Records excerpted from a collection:
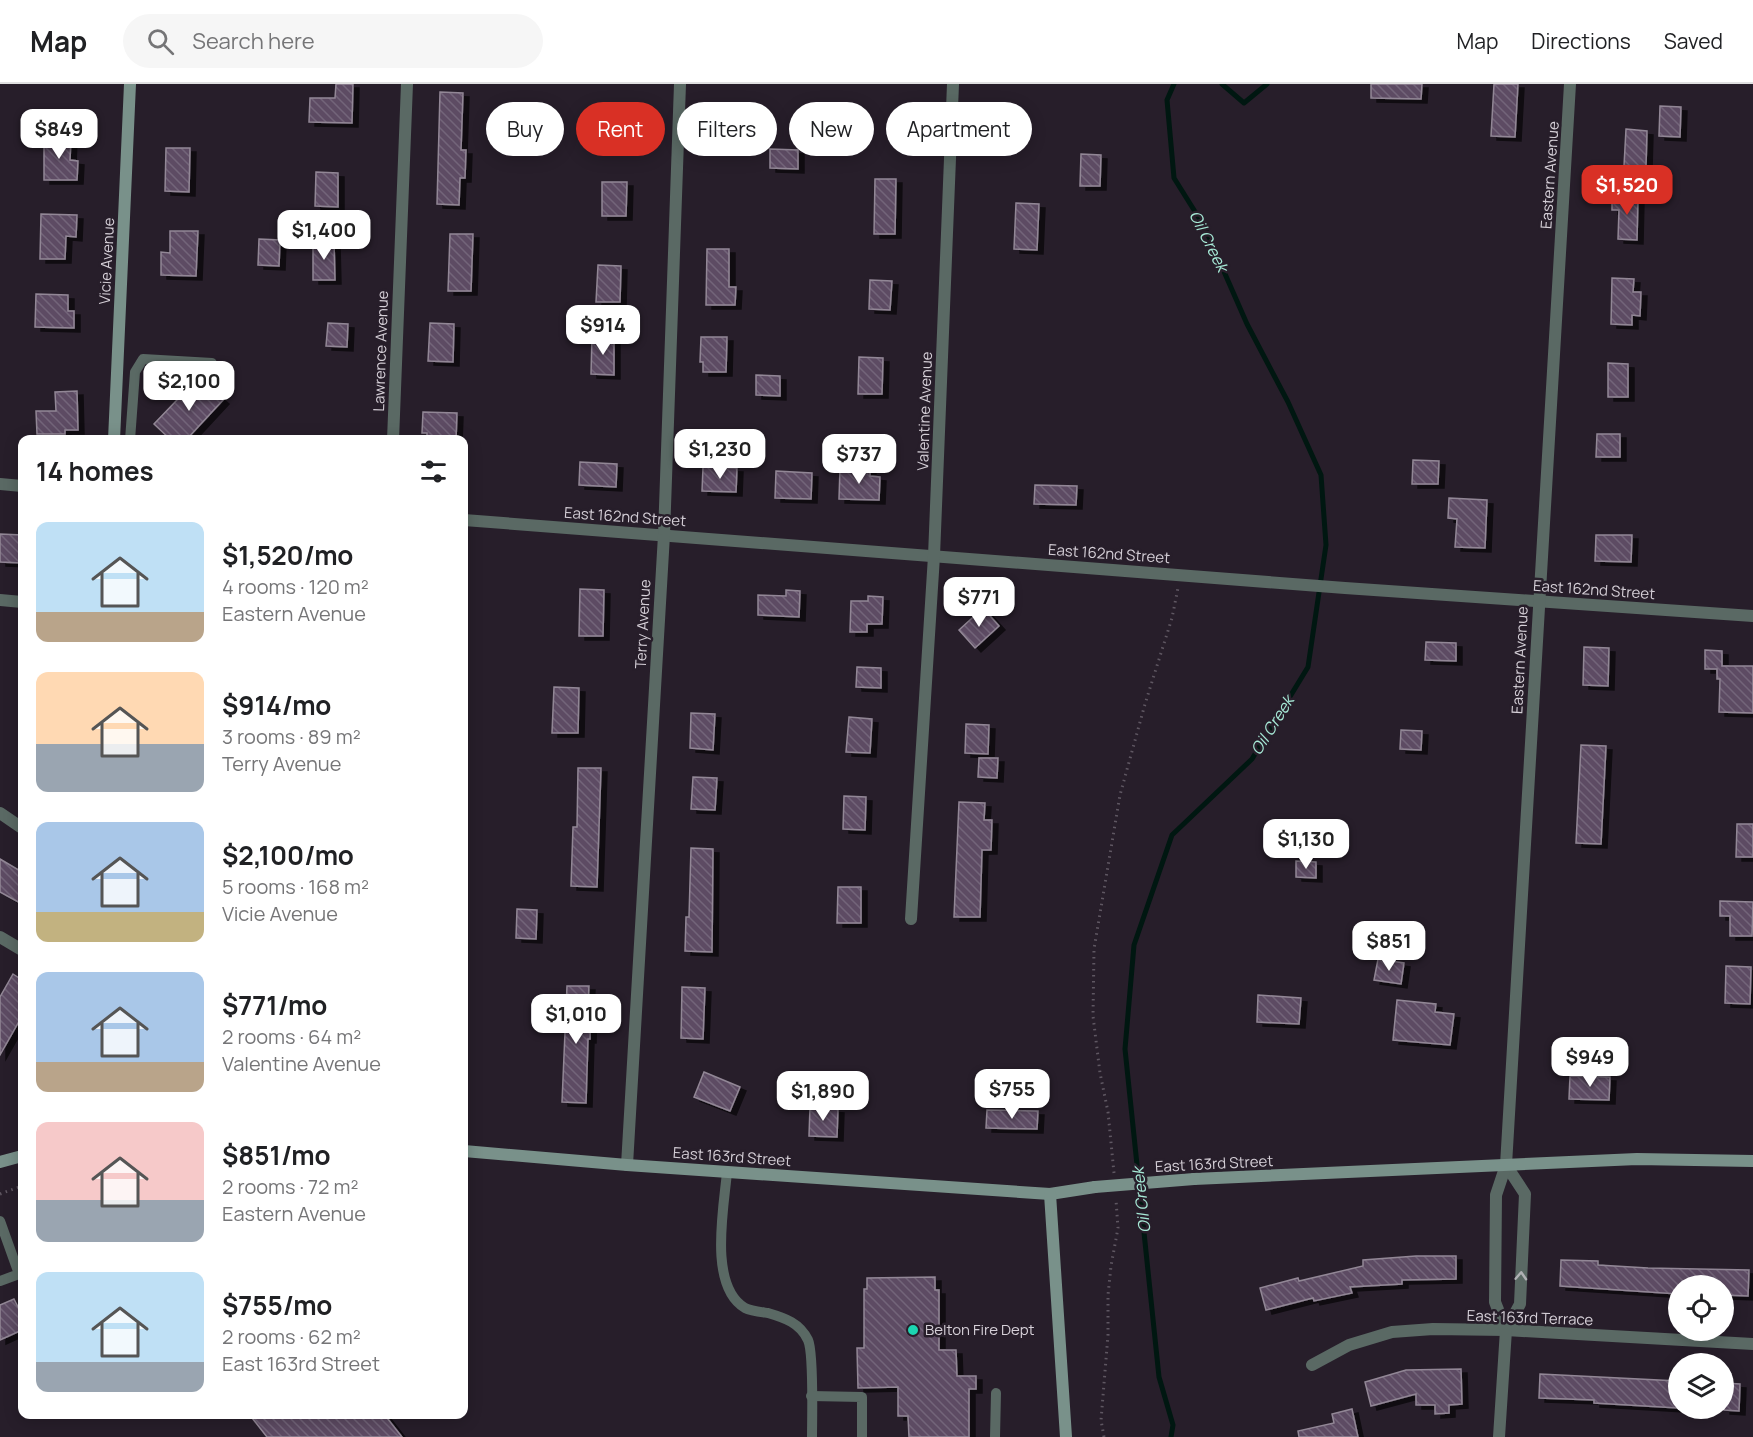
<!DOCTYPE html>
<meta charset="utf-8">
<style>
body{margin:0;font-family:Manrope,sans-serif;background:#f6f6f6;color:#202124;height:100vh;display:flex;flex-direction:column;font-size:22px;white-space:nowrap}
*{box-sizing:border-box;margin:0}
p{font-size:20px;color:#757577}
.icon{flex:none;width:33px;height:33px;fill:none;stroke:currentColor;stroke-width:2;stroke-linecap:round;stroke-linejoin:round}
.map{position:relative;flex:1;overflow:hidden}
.details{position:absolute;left:18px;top:351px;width:450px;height:984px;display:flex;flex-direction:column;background:#fff;border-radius:12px;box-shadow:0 3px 15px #0003}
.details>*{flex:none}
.banner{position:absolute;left:486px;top:18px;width:570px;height:54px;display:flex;gap:12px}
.fabs{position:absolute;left:1668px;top:1191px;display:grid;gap:12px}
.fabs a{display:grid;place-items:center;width:66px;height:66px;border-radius:50%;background:#fff;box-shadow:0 3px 15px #0003;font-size:30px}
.price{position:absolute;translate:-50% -51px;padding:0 14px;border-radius:12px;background:#fff;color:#222;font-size:20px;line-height:39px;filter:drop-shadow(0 2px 3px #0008)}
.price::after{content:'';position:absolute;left:50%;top:36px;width:18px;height:14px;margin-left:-9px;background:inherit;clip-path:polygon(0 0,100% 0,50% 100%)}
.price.selected{background:#d93025;color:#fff}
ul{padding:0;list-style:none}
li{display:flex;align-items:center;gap:18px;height:150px;padding:0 18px}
li span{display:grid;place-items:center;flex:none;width:168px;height:120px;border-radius:12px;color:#555}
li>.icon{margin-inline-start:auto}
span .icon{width:72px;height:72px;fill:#fffc;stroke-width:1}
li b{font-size:26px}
h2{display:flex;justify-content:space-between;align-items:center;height:72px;padding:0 18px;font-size:26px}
.pill{padding:0 21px;border-radius:27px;background:#fff;box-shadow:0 3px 15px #0003;font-size:21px;line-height:54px}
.pill.selected{background:#d93025;color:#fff}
header{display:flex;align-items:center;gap:36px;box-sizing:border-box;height:84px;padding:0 30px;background:#fff;border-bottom:2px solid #e0e0e0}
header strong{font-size:28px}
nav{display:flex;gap:33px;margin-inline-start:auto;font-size:21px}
.search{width:420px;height:54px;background:#f6f6f6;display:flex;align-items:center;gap:15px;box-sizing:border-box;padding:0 21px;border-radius:33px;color:#757577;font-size:22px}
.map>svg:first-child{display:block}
</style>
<header>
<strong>Map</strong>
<div class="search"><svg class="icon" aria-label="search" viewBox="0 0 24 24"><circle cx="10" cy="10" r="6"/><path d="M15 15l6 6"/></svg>Search here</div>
<nav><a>Map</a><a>Directions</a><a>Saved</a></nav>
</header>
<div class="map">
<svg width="1753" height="1353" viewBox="0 0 1753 1353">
<defs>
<pattern id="building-back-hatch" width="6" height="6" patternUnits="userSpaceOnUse" patternTransform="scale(1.5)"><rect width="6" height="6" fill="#5d4c63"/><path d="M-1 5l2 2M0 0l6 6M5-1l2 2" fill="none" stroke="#736579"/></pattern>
<filter id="shadow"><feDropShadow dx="6" dy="4" stdDeviation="0" flood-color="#0009"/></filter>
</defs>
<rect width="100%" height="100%" fill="#271e2a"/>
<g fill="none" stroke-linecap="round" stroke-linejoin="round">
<g stroke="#001711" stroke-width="5">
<path d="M1222,0L1244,19L1267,0"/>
<path d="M1171,1353L1173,1341L1159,1293L1125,965L1134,861L1172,751L1252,675L1308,583L1326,461L1321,391L1288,318L1247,240L1204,142L1174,94L1167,16L1174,0"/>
</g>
</g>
<g fill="url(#building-back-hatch)" stroke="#928796" stroke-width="1.5" filter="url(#shadow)">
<path d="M336,0H353L352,39L309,38L310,14H335Z"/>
<path d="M1371,0H1422L1421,15L1371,14Z"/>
<path d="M1494,0H1518L1515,53L1491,52Z"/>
<path d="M440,8L463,9L461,66H466L465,94H460L459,121L437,120Z"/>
<path d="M604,20H626L627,65H604Z"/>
<path d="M1660,22L1681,23L1680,53L1659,52Z"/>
<path d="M713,27L737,28L736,63L712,62Z"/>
<path d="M1626,45L1647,47L1646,82H1624Z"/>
<path d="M44,54H71L70,76L78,77L77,96H44Z"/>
<path d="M166,64H190L189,108L165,107Z"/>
<path d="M770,65L798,66V85L770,84Z"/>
<path d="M1081,70L1101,71L1100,102H1080Z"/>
<path d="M316,88L338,89V123L315,122Z"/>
<path d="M875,95H896L895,150H874Z"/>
<path d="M602,98H627L626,132H602Z"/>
<path d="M1612,112L1638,113L1637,156L1618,155L1619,126H1612Z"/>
<path d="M1016,119L1039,120L1037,166L1014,165Z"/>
<path d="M41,130L77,131L76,153L66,152L65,175H40Z"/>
<path d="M170,147H198L196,192L161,191V168L170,169Z"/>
<path d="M450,150H473L471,207H448Z"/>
<path d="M259,155L280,156L279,182L258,181Z"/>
<path d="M313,157H334L335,196H313Z"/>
<path d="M707,165H729V203H736L735,221H706Z"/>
<path d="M598,181L621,182L620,218H596Z"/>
<path d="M1612,194L1634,195L1633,208H1641L1640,232L1632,231V241L1611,240Z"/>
<path d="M870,196L892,197L890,226L869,225Z"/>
<path d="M36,210L68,211V227H74V244L35,243Z"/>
<path d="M328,239L348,240L347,263L326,262Z"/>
<path d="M430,239L454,240L453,278L428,277Z"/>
<path d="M592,253H614V291L591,290Z"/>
<path d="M701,253H727L726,288H703V278H700Z"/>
<path d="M859,273L883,274L882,310H858Z"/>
<path d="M1608,279L1628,280V313H1608Z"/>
<path d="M756,291L780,292V312L756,311Z"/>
<path d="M198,294L223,316L186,356H171L154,340Z"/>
<path d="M77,307L78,346H65V350H37L36,327H56L55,308Z"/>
<path d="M423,328L457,329L456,356H427V349H422Z"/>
<path d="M1597,350H1620V373H1596Z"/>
<path d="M1413,376L1439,377L1438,400H1412Z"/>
<path d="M580,378L617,380L616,403L579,401Z"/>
<path d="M703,383L737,384L736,408L702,407Z"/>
<path d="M840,384L870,385V392L880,393L879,416L839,415Z"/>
<path d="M776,387L812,389L811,415L775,414Z"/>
<path d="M1035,401L1077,402L1076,421L1034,420Z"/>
<path d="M1449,414L1487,416L1485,464L1455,463L1457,435L1448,434Z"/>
<path d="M0,450L22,451V479L0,478Z"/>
<path d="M1596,451H1632L1631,478L1595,477Z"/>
<path d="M580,505L604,506L603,552H579Z"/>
<path d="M786,506L800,507L799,533L758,531V511L786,512Z"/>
<path d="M868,512L883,513L882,540H867V548H850L851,517H868Z"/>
<path d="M983,524L999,542L975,564L959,546Z"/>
<path d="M1426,558L1456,559V577L1425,576Z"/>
<path d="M1584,563L1609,564L1608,602L1583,601Z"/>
<path d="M1705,566L1722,567V582H1753V629L1719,628L1720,595H1717V585H1705Z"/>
<path d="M857,583L881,584V604L856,603Z"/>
<path d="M554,603L579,604L578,649H552Z"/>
<path d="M691,629L715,630L713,666L690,664Z"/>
<path d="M849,633L872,635L870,669L846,668Z"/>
<path d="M966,640L989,641L988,670L965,669Z"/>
<path d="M1401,646L1422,647L1421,666L1400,665Z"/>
<path d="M1581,661L1606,662L1601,760L1576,759Z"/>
<path d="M979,674H998L997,694L978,693Z"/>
<path d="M578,684H601L597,803L571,802L573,743H577Z"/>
<path d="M693,693L717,694L715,726L691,725Z"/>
<path d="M844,712L866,713L865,746L843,745Z"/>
<path d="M959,718L985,719L984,736H992L991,766H982L980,833H954Z"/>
<path d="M1737,740H1753V773H1736Z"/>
<path d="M691,764L713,765L712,868L685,867L686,833H689Z"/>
<path d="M0,775L22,788V820L0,808Z"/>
<path d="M1296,777L1316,778V794L1296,793Z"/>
<path d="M838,803H861V839H837Z"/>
<path d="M1720,817L1753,818L1752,852H1730V832H1720Z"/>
<path d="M517,825L537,826L536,855L516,854Z"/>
<path d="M1378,875L1404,879L1401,900L1374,896Z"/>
<path d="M1726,882L1751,883L1750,920L1725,919Z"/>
<path d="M13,890L22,896V932L0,971V913Z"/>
<path d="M567,902H589L588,919H591L590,955H588L586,1019L562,1018Z"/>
<path d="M682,903L705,904L703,955L681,954Z"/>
<path d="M1258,911L1301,914L1299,940L1257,938Z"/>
<path d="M1397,916L1436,920L1435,928L1454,930L1450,961L1393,956Z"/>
<path d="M704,988L740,1003L730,1027L694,1013Z"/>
<path d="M1570,992L1610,993L1609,1016L1569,1015Z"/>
<path d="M810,1023L838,1025L837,1053L809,1052Z"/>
<path d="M987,1026L1038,1027L1037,1045L986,1044Z"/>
<path d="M1416,1172H1456V1195L1402,1196V1200L1350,1203L1352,1209L1314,1217L1313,1214L1266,1226L1260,1204L1298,1194L1299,1197L1363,1182V1176Z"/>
<path d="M1561,1176L1598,1177V1181L1648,1184L1749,1186L1748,1212L1724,1211V1202H1678V1210L1560,1202Z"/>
<path d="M935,1193V1206H939V1266H956L957,1292H976V1305H969V1353H909L908,1332H898V1303L858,1304L857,1264H864V1205H867V1194Z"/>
<path d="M14,1215L22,1231V1246L0,1256V1221Z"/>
<path d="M1461,1285L1462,1320L1449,1321V1329L1435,1330V1321H1416V1310L1371,1322L1365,1298L1406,1286Z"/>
<path d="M1540,1290L1678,1297V1324L1594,1319V1316L1539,1314Z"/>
<path d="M1724,1299L1740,1300L1739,1327L1724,1326Z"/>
<path d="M1352,1325L1358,1353H1299L1298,1347L1334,1339L1332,1330Z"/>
<path d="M249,1330H384L402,1353H267Z"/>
</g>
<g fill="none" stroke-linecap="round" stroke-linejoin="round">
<g stroke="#5f5762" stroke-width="3" stroke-dasharray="1.5 4.5" stroke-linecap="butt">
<path d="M1114,1089L1108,1028L1100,989L1093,932L1094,865L1120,711L1145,620L1172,534L1178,504"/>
<path d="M0,1110L22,1102"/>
<path d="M1104,1353L1101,1336L1108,1251V1211L1111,1182L1118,1144L1116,1116"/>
</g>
<g stroke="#5a6964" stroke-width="10">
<path d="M130,356L135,288L143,275L212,279"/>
<path d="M727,1088C724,1123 708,1202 745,1224C751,1227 761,1228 768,1229C785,1234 800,1239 808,1256C814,1269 812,1335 812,1353"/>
<path d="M0,1137L19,1190L0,1197"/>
<path d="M811,1312L862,1313V1353"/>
<path d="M995,1353L996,1309"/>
</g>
<g stroke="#5a6964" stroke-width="12">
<path d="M393,356L407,0"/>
<path d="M0,400L22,402"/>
<path d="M464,436L1345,504L1753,532"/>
<path d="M0,516L22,518"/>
<path d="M0,729L22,744"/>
<path d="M911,835L934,472L953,0"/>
<path d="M0,853L22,866"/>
<path d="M627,1081L664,451L680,0"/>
<path d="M1506,1081L1525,1110L1520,1220L1506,1246"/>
<path d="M1312,1281L1349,1261L1392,1248L1433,1245L1506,1246L1753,1260"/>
<path d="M1499,1353L1506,1246L1495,1218L1496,1111L1506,1081L1570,0"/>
</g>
<g stroke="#79918a" stroke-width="12">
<path d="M114,356L130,0"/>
<path d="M464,1067L627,1081L1050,1110L1095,1103"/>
<path d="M0,1078L22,1072"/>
<path d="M1194,1095L1637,1075L1753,1077"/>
<path d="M1050,1110L1066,1353"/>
</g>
<path stroke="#79918a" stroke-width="12" d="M1095,1103L1194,1095"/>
</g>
<defs><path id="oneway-chevron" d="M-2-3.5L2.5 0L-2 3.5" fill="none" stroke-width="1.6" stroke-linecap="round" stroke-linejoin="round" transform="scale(1.5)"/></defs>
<use stroke="#b0b0b4" href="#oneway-chevron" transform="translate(1521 1192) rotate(-87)"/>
<circle fill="#1cd5b1" stroke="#271e2a" stroke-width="2" cx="913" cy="1246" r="6"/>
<g text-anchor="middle" stroke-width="5" stroke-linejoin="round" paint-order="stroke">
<g font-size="15" fill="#d5cfd7" stroke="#271e2a">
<text transform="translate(1550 91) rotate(-86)" y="5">Eastern Avenue</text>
<text transform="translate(107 177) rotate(-87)" y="5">Vicie Avenue</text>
<text transform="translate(381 267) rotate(-88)" y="5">Lawrence Avenue</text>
<text transform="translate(925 327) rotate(-88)" y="5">Valentine Avenue</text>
<text transform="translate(625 433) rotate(4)" y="5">East 162nd Street</text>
<text transform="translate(1109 470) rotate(4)" y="5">East 162nd Street</text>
<text transform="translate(1594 506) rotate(4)" y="5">East 162nd Street</text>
<text transform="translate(643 540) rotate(-87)" y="5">Terry Avenue</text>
<text transform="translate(1520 576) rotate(-87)" y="5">Eastern Avenue</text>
<text transform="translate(732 1073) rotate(4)" y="5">East 163rd Street</text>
<text transform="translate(1214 1080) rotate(-3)" y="5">East 163rd Street</text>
<text transform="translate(1530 1234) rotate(2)" y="5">East 163rd Terrace</text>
</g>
<g font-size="15" fill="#d5cfd7" stroke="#271e2a" text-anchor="start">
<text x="925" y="1251">Belton Fire Dept</text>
</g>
<g font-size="16" font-style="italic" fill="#a7ead7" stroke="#271e2a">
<text transform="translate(1209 157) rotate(63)" y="6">Oil Creek</text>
<text transform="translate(1272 641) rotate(-58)" y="6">Oil Creek</text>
<text transform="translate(1141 1116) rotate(-96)" y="6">Oil Creek</text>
</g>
</g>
</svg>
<div class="fabs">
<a><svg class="icon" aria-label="locate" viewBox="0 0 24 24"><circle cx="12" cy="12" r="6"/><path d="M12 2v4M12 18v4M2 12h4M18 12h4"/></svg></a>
<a><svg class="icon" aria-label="layers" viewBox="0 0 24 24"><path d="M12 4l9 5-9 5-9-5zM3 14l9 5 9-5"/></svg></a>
</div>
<b class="price" style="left:59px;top:76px">$849</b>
<b class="price selected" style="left:1627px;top:132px">$1,520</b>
<b class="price" style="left:324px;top:177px">$1,400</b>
<b class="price" style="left:603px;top:272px">$914</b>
<b class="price" style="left:189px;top:328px">$2,100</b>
<b class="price" style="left:720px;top:396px">$1,230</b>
<b class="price" style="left:859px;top:401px">$737</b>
<b class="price" style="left:979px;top:544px">$771</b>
<b class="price" style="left:1306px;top:786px">$1,130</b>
<b class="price" style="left:1389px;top:888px">$851</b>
<b class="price" style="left:576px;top:961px">$1,010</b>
<b class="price" style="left:1590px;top:1004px">$949</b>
<b class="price" style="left:1012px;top:1036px">$755</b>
<b class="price" style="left:823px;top:1038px">$1,890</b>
<div class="banner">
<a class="pill">Buy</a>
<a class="pill selected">Rent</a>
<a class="pill">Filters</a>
<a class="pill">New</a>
<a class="pill">Apartment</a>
</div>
<section class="details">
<h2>14 homes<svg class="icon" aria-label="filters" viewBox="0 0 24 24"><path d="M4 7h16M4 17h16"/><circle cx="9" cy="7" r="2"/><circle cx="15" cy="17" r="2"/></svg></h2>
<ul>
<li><span style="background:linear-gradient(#bfe0f5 75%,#b9a48a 0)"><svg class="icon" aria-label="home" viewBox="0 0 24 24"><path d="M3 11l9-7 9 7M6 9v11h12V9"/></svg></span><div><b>$1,520/mo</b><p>4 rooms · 120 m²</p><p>Eastern Avenue</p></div></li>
<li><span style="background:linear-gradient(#ffd9b3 60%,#9aa5b1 0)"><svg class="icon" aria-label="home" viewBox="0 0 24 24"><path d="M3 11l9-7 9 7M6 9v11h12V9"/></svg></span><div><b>$914/mo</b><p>3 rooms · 89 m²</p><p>Terry Avenue</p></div></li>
<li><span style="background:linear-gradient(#a9c7e8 75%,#c2b280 0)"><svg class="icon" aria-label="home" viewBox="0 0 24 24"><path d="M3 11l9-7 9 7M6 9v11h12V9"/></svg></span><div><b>$2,100/mo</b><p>5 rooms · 168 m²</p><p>Vicie Avenue</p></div></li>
<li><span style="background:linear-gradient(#a9c7e8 75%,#b9a48a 0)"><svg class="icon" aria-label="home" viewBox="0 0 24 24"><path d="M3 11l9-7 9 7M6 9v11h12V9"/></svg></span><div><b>$771/mo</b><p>2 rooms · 64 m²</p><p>Valentine Avenue</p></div></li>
<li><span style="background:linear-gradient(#f6c9c9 65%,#9aa5b1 0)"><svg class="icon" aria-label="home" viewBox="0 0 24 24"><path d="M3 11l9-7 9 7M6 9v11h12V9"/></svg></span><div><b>$851/mo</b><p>2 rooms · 72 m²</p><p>Eastern Avenue</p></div></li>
<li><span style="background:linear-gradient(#bfe0f5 75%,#9aa5b1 0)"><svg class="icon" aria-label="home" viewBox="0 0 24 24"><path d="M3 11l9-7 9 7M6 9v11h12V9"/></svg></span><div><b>$755/mo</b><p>2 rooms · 62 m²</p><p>East 163rd Street</p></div></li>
</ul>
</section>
</div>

__BRIEF__: Your answer must be a single number: the count of lines above that contain the string "position".

__ANSWER BOX__: 6